*Problem*: Down to the final line, print each entry exactly.

[Opening Provided entries section]

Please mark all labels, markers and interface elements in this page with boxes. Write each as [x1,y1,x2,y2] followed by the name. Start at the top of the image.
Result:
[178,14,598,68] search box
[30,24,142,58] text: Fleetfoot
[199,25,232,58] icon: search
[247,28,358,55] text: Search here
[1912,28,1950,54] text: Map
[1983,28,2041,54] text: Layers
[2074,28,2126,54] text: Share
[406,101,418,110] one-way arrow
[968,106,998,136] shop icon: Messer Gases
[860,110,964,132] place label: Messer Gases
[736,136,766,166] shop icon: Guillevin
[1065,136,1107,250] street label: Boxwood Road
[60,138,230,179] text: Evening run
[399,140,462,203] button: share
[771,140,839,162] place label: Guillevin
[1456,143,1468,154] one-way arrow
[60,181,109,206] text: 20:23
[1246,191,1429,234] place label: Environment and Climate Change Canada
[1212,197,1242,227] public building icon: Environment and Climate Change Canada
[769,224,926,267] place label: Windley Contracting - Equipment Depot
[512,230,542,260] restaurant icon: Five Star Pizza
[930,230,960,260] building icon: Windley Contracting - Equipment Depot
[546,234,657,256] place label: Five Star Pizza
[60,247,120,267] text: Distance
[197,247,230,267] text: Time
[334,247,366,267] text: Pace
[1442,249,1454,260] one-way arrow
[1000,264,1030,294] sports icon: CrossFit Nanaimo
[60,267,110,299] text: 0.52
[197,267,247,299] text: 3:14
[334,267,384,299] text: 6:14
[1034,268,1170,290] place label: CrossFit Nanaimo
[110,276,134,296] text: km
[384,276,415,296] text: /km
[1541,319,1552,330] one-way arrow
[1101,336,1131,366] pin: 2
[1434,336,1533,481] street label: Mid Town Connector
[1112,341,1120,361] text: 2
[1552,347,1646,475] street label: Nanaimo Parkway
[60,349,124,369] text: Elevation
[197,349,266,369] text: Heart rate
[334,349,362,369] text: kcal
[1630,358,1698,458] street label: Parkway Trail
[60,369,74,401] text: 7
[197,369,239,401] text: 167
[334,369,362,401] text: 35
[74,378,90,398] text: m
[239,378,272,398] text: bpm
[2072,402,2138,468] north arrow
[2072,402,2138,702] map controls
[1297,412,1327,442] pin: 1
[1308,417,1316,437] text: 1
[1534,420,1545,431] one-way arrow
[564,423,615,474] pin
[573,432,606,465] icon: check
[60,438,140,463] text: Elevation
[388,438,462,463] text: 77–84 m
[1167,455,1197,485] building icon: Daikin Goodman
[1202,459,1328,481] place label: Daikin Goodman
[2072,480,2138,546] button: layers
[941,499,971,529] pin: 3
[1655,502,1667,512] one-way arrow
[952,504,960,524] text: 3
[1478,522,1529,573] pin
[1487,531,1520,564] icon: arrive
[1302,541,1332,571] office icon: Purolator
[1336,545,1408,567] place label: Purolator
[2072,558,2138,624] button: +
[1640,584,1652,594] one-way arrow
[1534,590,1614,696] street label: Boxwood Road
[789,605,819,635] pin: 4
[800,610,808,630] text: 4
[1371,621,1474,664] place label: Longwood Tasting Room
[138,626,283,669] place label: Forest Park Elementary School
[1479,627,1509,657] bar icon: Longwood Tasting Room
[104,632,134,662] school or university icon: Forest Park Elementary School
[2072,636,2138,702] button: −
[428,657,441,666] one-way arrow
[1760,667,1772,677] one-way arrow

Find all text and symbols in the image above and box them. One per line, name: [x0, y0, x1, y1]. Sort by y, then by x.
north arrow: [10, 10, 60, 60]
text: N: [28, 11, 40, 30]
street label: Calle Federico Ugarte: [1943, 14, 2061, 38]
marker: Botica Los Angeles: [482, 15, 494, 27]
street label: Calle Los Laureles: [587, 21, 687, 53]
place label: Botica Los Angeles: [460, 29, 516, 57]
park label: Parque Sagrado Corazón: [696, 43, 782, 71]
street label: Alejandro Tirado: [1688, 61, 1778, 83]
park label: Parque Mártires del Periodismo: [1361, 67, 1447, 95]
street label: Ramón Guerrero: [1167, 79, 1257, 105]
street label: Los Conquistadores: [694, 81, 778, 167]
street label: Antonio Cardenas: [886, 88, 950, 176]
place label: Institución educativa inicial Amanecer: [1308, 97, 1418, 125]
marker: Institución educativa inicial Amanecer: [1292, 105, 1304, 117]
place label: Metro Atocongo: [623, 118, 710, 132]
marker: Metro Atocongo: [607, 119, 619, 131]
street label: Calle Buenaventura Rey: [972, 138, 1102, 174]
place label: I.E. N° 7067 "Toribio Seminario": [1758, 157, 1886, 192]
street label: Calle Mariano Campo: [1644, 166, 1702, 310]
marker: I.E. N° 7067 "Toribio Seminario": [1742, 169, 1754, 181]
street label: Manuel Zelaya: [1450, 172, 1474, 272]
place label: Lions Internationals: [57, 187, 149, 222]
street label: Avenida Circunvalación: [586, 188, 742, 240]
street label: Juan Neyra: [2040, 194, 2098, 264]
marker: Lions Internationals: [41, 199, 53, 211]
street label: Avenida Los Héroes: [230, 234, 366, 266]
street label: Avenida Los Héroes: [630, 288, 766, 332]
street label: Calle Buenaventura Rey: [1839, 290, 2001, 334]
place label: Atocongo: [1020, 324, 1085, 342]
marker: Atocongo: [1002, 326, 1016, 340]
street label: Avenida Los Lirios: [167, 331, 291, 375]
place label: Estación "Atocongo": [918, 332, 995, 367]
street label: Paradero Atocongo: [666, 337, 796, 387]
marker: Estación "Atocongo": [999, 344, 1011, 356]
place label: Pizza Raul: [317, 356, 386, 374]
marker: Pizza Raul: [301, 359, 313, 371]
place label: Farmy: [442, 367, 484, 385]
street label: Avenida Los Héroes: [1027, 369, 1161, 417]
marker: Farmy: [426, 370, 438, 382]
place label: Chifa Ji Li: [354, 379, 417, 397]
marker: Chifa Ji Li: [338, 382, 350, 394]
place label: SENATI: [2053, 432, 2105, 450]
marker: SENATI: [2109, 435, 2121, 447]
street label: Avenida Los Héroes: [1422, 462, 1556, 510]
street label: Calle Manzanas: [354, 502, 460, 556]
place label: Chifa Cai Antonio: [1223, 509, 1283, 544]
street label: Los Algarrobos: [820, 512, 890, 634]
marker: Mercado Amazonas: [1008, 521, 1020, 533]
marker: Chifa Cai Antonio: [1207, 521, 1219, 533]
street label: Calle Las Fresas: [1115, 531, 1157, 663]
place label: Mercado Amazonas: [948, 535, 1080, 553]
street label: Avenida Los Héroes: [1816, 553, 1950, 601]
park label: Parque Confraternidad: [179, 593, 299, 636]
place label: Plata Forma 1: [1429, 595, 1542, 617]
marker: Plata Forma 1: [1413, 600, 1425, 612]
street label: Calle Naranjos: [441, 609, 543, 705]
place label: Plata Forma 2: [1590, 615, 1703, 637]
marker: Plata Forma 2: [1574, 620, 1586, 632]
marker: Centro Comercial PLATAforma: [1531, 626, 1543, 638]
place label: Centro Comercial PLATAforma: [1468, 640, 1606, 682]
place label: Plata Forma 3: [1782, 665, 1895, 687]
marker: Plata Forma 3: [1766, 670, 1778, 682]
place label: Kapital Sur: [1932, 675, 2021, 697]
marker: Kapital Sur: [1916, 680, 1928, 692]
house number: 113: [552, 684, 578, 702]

[Closing Provided entries section]

*Result below*:
Please mark all labels, markers and interface elements in this page with boxes. Write each as [x1,y1,x2,y2] followed by the name. Start at the top of the image.
Result:
[178,14,598,68] search box
[30,24,142,58] text: Fleetfoot
[199,25,232,58] icon: search
[247,28,358,55] text: Search here
[1912,28,1950,54] text: Map
[1983,28,2041,54] text: Layers
[2074,28,2126,54] text: Share
[406,101,418,110] one-way arrow
[968,106,998,136] shop icon: Messer Gases
[860,110,964,132] place label: Messer Gases
[736,136,766,166] shop icon: Guillevin
[1065,136,1107,250] street label: Boxwood Road
[60,138,230,179] text: Evening run
[399,140,462,203] button: share
[771,140,839,162] place label: Guillevin
[1456,143,1468,154] one-way arrow
[60,181,109,206] text: 20:23
[1246,191,1429,234] place label: Environment and Climate Change Canada
[1212,197,1242,227] public building icon: Environment and Climate Change Canada
[769,224,926,267] place label: Windley Contracting - Equipment Depot
[512,230,542,260] restaurant icon: Five Star Pizza
[930,230,960,260] building icon: Windley Contracting - Equipment Depot
[546,234,657,256] place label: Five Star Pizza
[60,247,120,267] text: Distance
[197,247,230,267] text: Time
[334,247,366,267] text: Pace
[1442,249,1454,260] one-way arrow
[1000,264,1030,294] sports icon: CrossFit Nanaimo
[60,267,110,299] text: 0.52
[197,267,247,299] text: 3:14
[334,267,384,299] text: 6:14
[1034,268,1170,290] place label: CrossFit Nanaimo
[110,276,134,296] text: km
[384,276,415,296] text: /km
[1541,319,1552,330] one-way arrow
[1101,336,1131,366] pin: 2
[1434,336,1533,481] street label: Mid Town Connector
[1112,341,1120,361] text: 2
[1552,347,1646,475] street label: Nanaimo Parkway
[60,349,124,369] text: Elevation
[197,349,266,369] text: Heart rate
[334,349,362,369] text: kcal
[1630,358,1698,458] street label: Parkway Trail
[60,369,74,401] text: 7
[197,369,239,401] text: 167
[334,369,362,401] text: 35
[74,378,90,398] text: m
[239,378,272,398] text: bpm
[2072,402,2138,468] north arrow
[2072,402,2138,702] map controls
[1297,412,1327,442] pin: 1
[1308,417,1316,437] text: 1
[1534,420,1545,431] one-way arrow
[564,423,615,474] pin
[573,432,606,465] icon: check
[60,438,140,463] text: Elevation
[388,438,462,463] text: 77–84 m
[1167,455,1197,485] building icon: Daikin Goodman
[1202,459,1328,481] place label: Daikin Goodman
[2072,480,2138,546] button: layers
[941,499,971,529] pin: 3
[1655,502,1667,512] one-way arrow
[952,504,960,524] text: 3
[1478,522,1529,573] pin
[1487,531,1520,564] icon: arrive
[1302,541,1332,571] office icon: Purolator
[1336,545,1408,567] place label: Purolator
[2072,558,2138,624] button: +
[1640,584,1652,594] one-way arrow
[1534,590,1614,696] street label: Boxwood Road
[789,605,819,635] pin: 4
[800,610,808,630] text: 4
[1371,621,1474,664] place label: Longwood Tasting Room
[138,626,283,669] place label: Forest Park Elementary School
[1479,627,1509,657] bar icon: Longwood Tasting Room
[104,632,134,662] school or university icon: Forest Park Elementary School
[2072,636,2138,702] button: −
[428,657,441,666] one-way arrow
[1760,667,1772,677] one-way arrow

Find all text and symbols in the image above and box them. One per line, name: [x0, y0, x1, y1]. Sort by y, then by x.
north arrow: [10, 10, 60, 60]
text: N: [28, 11, 40, 30]
street label: Calle Federico Ugarte: [1943, 14, 2061, 38]
marker: Botica Los Angeles: [482, 15, 494, 27]
street label: Calle Los Laureles: [587, 21, 687, 53]
place label: Botica Los Angeles: [460, 29, 516, 57]
park label: Parque Sagrado Corazón: [696, 43, 782, 71]
street label: Alejandro Tirado: [1688, 61, 1778, 83]
park label: Parque Mártires del Periodismo: [1361, 67, 1447, 95]
street label: Ramón Guerrero: [1167, 79, 1257, 105]
street label: Los Conquistadores: [694, 81, 778, 167]
street label: Antonio Cardenas: [886, 88, 950, 176]
place label: Institución educativa inicial Amanecer: [1308, 97, 1418, 125]
marker: Institución educativa inicial Amanecer: [1292, 105, 1304, 117]
place label: Metro Atocongo: [623, 118, 710, 132]
marker: Metro Atocongo: [607, 119, 619, 131]
street label: Calle Buenaventura Rey: [972, 138, 1102, 174]
place label: I.E. N° 7067 "Toribio Seminario": [1758, 157, 1886, 192]
street label: Calle Mariano Campo: [1644, 166, 1702, 310]
marker: I.E. N° 7067 "Toribio Seminario": [1742, 169, 1754, 181]
street label: Manuel Zelaya: [1450, 172, 1474, 272]
place label: Lions Internationals: [57, 187, 149, 222]
street label: Avenida Circunvalación: [586, 188, 742, 240]
street label: Juan Neyra: [2040, 194, 2098, 264]
marker: Lions Internationals: [41, 199, 53, 211]
street label: Avenida Los Héroes: [230, 234, 366, 266]
street label: Avenida Los Héroes: [630, 288, 766, 332]
street label: Calle Buenaventura Rey: [1839, 290, 2001, 334]
place label: Atocongo: [1020, 324, 1085, 342]
marker: Atocongo: [1002, 326, 1016, 340]
street label: Avenida Los Lirios: [167, 331, 291, 375]
place label: Estación "Atocongo": [918, 332, 995, 367]
street label: Paradero Atocongo: [666, 337, 796, 387]
marker: Estación "Atocongo": [999, 344, 1011, 356]
place label: Pizza Raul: [317, 356, 386, 374]
marker: Pizza Raul: [301, 359, 313, 371]
place label: Farmy: [442, 367, 484, 385]
street label: Avenida Los Héroes: [1027, 369, 1161, 417]
marker: Farmy: [426, 370, 438, 382]
place label: Chifa Ji Li: [354, 379, 417, 397]
marker: Chifa Ji Li: [338, 382, 350, 394]
place label: SENATI: [2053, 432, 2105, 450]
marker: SENATI: [2109, 435, 2121, 447]
street label: Avenida Los Héroes: [1422, 462, 1556, 510]
street label: Calle Manzanas: [354, 502, 460, 556]
place label: Chifa Cai Antonio: [1223, 509, 1283, 544]
street label: Los Algarrobos: [820, 512, 890, 634]
marker: Mercado Amazonas: [1008, 521, 1020, 533]
marker: Chifa Cai Antonio: [1207, 521, 1219, 533]
street label: Calle Las Fresas: [1115, 531, 1157, 663]
place label: Mercado Amazonas: [948, 535, 1080, 553]
street label: Avenida Los Héroes: [1816, 553, 1950, 601]
park label: Parque Confraternidad: [179, 593, 299, 636]
place label: Plata Forma 1: [1429, 595, 1542, 617]
marker: Plata Forma 1: [1413, 600, 1425, 612]
street label: Calle Naranjos: [441, 609, 543, 705]
place label: Plata Forma 2: [1590, 615, 1703, 637]
marker: Plata Forma 2: [1574, 620, 1586, 632]
marker: Centro Comercial PLATAforma: [1531, 626, 1543, 638]
place label: Centro Comercial PLATAforma: [1468, 640, 1606, 682]
place label: Plata Forma 3: [1782, 665, 1895, 687]
marker: Plata Forma 3: [1766, 670, 1778, 682]
place label: Kapital Sur: [1932, 675, 2021, 697]
marker: Kapital Sur: [1916, 680, 1928, 692]
house number: 113: [552, 684, 578, 702]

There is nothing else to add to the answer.